I read today about the Slow movement which till now had passed me by. I need to check out on its international spokesperson, one Carl Honore, author of In Praise of Slowness: Challenging the Cult of Speed. If I buy it, and it passes muster, I will put it on the shelf next to E.F. Schumacher’s Small is Beautiful.
Slowing down and downsizing. It’s what we do as we get older. I don’t think I’m 6ft 1in anymore though my passport says I am. And I run more slowly. Probably think more slowly too. (At which point, a pause, as I gather my thoughts). I now live in a flat, and the family home is a memory. My car is smaller. But, my car isn’t slower. No, at the age of 62 I bought a faster car, and speeded up, almost imperceptibly to me but not to that roadside camera that caught me speeding last month.
There are it seems two kinds of slowness, that brought on by age and circumstances, and the slowness that I (or when I’m driving I don’t) choose for myself. The latter I can do at any age. In all the whirl of activity we get up to in our teens and twenties we don’t normally appreciate the virtues of slowing down, but nonetheless it’s an option for everyone.

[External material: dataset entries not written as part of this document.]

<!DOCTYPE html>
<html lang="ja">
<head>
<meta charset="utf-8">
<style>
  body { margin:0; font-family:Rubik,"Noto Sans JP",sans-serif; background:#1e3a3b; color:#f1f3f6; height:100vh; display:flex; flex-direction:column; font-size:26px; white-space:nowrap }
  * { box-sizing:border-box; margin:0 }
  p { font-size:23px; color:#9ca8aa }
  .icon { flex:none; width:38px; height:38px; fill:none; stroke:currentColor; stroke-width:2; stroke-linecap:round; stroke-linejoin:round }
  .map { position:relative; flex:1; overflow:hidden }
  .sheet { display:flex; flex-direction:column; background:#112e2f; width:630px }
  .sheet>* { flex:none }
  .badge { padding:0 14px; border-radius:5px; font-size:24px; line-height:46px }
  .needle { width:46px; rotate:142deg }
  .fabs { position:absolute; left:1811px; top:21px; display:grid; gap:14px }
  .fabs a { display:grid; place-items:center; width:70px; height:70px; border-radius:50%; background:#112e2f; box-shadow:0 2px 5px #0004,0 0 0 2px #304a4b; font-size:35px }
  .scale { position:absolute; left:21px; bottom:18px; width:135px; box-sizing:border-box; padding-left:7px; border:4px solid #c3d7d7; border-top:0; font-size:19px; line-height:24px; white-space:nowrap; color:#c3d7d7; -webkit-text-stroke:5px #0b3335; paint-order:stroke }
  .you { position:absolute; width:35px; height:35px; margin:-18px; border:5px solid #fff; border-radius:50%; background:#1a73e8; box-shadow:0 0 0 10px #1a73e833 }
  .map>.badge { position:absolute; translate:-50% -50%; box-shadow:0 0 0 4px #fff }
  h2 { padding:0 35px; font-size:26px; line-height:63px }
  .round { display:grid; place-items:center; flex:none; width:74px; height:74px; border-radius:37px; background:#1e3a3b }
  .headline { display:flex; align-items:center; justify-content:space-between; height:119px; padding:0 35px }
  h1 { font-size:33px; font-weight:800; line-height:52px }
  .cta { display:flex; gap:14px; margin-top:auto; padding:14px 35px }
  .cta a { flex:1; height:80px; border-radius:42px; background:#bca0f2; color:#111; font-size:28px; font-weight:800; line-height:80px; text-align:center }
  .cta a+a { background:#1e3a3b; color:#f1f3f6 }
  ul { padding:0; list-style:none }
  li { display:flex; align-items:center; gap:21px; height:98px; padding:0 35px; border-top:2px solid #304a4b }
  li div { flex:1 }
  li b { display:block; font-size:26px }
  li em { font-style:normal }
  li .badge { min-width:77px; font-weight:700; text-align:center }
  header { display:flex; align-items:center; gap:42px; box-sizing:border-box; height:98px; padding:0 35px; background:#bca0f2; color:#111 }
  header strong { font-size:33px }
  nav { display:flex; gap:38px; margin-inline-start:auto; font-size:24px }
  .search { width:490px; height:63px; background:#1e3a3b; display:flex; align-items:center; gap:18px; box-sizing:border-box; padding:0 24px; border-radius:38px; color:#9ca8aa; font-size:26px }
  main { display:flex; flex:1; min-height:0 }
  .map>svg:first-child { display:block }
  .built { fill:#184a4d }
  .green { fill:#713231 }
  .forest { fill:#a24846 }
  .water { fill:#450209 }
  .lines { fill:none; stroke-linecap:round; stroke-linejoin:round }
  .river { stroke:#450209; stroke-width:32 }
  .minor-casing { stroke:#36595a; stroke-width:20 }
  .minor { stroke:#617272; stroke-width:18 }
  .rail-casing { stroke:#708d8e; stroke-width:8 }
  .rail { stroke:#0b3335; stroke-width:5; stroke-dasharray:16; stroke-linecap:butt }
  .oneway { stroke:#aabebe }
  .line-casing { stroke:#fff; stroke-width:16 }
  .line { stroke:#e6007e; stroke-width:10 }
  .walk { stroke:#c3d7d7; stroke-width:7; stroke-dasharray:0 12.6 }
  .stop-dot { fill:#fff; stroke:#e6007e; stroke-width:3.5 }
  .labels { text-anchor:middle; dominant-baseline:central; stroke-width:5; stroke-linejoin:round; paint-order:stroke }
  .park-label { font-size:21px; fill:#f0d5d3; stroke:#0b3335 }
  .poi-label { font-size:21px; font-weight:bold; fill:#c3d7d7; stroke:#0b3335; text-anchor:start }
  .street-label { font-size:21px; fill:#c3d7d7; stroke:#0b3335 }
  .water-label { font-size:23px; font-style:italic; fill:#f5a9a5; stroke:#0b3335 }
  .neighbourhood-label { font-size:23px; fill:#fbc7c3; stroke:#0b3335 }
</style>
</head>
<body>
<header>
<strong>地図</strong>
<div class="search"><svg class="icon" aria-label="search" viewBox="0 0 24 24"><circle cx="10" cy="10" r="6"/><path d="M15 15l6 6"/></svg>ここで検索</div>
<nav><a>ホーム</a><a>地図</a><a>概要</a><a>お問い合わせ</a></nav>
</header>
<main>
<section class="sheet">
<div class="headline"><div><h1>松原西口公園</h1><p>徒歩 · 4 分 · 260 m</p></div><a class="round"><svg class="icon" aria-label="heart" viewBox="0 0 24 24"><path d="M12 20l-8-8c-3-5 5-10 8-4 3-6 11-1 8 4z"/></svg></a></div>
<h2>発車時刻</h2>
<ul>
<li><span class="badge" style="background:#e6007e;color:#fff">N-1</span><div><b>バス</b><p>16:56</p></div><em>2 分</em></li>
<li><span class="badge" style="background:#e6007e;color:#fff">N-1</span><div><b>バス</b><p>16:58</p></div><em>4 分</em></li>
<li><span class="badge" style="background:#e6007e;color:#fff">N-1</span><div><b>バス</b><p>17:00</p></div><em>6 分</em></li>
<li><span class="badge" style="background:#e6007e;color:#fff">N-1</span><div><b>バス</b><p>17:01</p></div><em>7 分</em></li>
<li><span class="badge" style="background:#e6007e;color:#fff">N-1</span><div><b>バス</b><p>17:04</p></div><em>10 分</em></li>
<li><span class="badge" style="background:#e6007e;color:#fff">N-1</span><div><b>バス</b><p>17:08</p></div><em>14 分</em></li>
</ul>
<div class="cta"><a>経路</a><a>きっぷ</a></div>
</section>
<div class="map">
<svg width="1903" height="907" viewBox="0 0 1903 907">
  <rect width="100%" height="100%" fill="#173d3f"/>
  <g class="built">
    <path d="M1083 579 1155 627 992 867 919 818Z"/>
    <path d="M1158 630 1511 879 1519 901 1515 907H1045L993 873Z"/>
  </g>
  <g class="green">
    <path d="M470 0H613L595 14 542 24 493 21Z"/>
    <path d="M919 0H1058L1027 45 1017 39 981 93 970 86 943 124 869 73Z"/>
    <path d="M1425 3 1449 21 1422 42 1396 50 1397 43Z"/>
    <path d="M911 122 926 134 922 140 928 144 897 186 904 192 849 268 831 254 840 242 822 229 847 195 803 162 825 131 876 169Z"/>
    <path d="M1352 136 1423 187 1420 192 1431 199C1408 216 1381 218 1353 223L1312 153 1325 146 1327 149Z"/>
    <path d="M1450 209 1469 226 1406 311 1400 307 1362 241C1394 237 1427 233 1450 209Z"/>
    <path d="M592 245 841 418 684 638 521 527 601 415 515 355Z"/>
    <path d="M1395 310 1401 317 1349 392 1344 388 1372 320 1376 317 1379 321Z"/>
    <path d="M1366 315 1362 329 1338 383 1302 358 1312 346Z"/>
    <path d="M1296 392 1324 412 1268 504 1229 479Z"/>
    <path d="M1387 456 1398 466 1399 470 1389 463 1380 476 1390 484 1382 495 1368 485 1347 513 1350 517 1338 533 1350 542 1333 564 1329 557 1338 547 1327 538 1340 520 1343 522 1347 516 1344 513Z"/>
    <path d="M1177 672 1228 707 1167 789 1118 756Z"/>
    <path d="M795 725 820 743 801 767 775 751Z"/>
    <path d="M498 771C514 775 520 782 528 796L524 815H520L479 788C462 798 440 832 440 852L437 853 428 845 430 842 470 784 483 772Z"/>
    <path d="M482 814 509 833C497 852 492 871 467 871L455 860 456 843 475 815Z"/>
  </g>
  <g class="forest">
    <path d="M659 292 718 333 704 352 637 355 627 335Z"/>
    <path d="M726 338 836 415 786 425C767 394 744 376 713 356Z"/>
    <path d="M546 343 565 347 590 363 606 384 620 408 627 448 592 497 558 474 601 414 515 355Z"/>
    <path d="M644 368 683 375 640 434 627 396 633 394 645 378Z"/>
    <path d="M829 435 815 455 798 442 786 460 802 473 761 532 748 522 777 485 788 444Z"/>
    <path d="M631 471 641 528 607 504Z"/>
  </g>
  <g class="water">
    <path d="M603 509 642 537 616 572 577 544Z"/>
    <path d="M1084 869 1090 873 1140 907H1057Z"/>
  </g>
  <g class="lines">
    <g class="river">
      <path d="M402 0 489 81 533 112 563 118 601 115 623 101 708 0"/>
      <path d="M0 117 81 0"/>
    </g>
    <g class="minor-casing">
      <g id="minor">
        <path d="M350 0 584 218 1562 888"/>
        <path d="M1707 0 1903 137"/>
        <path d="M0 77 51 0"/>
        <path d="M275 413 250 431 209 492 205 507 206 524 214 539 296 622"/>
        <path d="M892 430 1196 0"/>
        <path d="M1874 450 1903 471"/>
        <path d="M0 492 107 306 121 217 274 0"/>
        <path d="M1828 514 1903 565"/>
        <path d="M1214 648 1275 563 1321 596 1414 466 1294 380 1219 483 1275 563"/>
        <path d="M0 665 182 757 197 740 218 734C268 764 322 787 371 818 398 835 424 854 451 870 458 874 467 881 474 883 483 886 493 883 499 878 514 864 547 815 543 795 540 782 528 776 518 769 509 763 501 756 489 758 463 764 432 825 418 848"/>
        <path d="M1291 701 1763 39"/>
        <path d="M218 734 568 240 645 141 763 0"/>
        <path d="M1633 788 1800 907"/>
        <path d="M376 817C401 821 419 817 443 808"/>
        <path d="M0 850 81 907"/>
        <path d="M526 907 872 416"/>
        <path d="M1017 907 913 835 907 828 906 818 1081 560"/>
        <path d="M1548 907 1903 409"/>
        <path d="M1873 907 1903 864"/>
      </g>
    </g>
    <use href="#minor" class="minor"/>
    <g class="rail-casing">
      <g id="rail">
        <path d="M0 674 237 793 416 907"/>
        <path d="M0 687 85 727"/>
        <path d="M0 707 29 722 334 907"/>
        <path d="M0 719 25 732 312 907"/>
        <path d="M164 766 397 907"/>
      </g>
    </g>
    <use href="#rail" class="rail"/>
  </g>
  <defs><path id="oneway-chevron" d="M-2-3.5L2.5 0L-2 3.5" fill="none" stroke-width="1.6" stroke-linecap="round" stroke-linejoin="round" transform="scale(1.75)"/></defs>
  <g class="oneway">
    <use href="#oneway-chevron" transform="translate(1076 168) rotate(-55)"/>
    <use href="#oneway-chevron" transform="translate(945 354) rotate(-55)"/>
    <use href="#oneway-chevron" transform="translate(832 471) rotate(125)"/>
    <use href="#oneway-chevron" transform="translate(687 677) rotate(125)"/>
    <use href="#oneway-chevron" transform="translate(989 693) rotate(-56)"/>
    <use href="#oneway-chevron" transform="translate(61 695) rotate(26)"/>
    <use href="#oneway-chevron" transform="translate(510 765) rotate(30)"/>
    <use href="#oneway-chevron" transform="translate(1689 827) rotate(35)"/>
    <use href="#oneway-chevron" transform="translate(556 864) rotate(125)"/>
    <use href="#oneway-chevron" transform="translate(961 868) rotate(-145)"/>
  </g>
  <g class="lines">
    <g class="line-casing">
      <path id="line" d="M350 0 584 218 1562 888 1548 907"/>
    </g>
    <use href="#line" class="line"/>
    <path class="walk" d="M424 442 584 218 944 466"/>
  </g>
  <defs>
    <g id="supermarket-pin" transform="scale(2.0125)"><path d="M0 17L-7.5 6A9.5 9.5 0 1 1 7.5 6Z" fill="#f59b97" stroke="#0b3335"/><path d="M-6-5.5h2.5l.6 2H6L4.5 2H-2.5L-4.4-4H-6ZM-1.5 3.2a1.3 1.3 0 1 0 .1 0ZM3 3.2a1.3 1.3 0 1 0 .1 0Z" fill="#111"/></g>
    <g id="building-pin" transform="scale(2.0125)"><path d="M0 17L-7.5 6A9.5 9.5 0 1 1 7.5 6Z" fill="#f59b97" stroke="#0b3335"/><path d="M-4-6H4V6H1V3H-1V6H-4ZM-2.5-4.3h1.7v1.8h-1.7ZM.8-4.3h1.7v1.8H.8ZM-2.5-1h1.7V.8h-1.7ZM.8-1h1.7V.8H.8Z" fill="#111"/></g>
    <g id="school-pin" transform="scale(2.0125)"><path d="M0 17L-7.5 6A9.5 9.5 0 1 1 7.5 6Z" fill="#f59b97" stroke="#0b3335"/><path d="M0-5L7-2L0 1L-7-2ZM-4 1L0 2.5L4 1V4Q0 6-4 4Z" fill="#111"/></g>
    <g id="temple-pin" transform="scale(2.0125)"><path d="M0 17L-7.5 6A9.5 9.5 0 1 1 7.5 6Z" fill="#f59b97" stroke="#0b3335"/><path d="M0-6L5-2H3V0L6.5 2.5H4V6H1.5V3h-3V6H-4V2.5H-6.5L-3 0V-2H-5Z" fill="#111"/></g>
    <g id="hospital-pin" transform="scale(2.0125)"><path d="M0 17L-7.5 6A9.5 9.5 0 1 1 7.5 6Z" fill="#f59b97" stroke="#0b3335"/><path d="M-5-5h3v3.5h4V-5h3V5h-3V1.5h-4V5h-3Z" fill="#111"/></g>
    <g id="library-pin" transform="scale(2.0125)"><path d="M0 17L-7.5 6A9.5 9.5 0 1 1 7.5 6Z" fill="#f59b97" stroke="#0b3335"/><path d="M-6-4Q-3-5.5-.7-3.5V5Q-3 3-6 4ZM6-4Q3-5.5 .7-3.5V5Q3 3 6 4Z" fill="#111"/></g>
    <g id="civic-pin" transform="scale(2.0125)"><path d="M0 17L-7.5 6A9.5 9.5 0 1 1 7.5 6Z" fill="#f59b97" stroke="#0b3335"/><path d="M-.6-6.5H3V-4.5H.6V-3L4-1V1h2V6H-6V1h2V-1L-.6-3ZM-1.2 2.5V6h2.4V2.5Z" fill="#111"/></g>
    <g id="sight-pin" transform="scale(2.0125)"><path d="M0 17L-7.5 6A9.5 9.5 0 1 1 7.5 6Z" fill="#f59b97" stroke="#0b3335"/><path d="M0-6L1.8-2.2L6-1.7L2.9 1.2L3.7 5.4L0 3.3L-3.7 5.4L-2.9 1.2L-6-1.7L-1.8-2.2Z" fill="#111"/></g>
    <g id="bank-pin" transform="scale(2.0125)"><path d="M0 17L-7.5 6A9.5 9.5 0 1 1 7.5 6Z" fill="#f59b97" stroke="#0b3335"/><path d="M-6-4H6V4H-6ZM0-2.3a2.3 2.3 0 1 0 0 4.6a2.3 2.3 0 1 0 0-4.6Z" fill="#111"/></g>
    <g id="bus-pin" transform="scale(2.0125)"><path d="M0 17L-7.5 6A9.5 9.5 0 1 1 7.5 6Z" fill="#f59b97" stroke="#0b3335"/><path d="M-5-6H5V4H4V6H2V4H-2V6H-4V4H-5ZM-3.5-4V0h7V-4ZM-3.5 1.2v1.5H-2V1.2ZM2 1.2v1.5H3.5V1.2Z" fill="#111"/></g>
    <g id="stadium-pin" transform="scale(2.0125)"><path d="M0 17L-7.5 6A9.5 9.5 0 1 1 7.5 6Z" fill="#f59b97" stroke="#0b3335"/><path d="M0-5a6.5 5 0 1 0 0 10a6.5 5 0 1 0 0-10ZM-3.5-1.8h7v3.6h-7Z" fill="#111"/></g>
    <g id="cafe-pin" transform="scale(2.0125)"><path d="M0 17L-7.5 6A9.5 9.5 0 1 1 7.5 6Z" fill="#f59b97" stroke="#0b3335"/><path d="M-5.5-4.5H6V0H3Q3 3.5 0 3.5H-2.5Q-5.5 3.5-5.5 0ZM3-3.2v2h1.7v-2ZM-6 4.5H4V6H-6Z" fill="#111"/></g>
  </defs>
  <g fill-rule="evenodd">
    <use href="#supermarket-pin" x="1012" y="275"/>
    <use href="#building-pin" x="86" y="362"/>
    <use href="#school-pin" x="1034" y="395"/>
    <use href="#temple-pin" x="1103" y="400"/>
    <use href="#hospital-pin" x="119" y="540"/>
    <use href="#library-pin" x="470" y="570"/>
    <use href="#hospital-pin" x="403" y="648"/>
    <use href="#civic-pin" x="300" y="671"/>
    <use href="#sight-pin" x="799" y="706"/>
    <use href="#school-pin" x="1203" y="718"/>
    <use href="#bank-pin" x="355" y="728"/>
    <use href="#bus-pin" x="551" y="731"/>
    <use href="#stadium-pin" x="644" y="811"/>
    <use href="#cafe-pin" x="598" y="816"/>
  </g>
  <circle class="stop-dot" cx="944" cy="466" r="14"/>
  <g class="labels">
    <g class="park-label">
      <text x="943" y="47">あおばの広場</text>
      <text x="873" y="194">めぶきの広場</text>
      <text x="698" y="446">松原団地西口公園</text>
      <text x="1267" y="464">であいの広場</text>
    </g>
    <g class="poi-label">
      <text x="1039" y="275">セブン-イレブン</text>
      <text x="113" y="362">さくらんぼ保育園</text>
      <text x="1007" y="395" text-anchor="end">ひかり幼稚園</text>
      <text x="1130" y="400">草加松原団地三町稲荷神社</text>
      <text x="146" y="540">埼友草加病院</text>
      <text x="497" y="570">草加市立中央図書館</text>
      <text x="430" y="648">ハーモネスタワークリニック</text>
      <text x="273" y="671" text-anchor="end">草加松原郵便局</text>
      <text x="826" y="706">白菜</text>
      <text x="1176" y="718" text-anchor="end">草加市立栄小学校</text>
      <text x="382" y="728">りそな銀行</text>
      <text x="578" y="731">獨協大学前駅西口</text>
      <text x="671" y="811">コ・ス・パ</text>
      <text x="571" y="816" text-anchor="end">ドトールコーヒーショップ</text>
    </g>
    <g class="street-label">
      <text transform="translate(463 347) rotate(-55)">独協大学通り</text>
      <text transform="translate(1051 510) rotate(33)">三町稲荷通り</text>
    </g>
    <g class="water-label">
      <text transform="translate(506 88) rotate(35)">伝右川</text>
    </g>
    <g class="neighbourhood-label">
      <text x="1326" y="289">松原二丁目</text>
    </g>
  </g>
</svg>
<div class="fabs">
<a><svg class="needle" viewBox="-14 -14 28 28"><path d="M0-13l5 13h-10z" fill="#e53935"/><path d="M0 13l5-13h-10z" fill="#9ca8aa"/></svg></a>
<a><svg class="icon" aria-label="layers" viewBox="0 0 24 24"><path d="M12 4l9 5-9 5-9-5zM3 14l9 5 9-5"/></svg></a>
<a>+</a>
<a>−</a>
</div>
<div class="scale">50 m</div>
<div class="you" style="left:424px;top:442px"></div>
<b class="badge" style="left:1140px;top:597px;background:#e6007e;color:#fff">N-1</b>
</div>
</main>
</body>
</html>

There’s that old W.H. Davies poem, ‘What is this life so full of care, we have no time to stand and stare’. I thought that might be a nice neat poetic summary of the idea, but it’s not. That’s about stopping and starting, and maybe increasing the amount we stop…
No, this is about slowness, about taking in and enjoying the world as we travel through it, being mindful of it, finding our own pace, not been swept along at someone else’s pace. Curiously, by this definition you can do slowness at speed.
A river runs through my girlfriend’s garden. On a bad day it ran though the house, but that’s another story. It’s faster and muddier after rain, slower and clearer in drier spells. But it’s pace is steady.
Schumacher has a chapter called Buddhist economics. We define ourselves by who we are, not by what we possess.I’d forgotten about Buddhist economics when I called this blog Zen Politics. So there’s a challenge. How can Zen work not just in everyday life, but in political life? And can we talk about it without being incredibly boring? John Humphries should be nice to everyone, David Cameron should be nice to Gordon Brown, we should all be nice to Nick Griffin, and even forgive the guy, we should learn to love the Barclay brothers (pet dislike), owners of the Telegraph.
If I can find anything useful to say on the subject you’ll hear more from me!!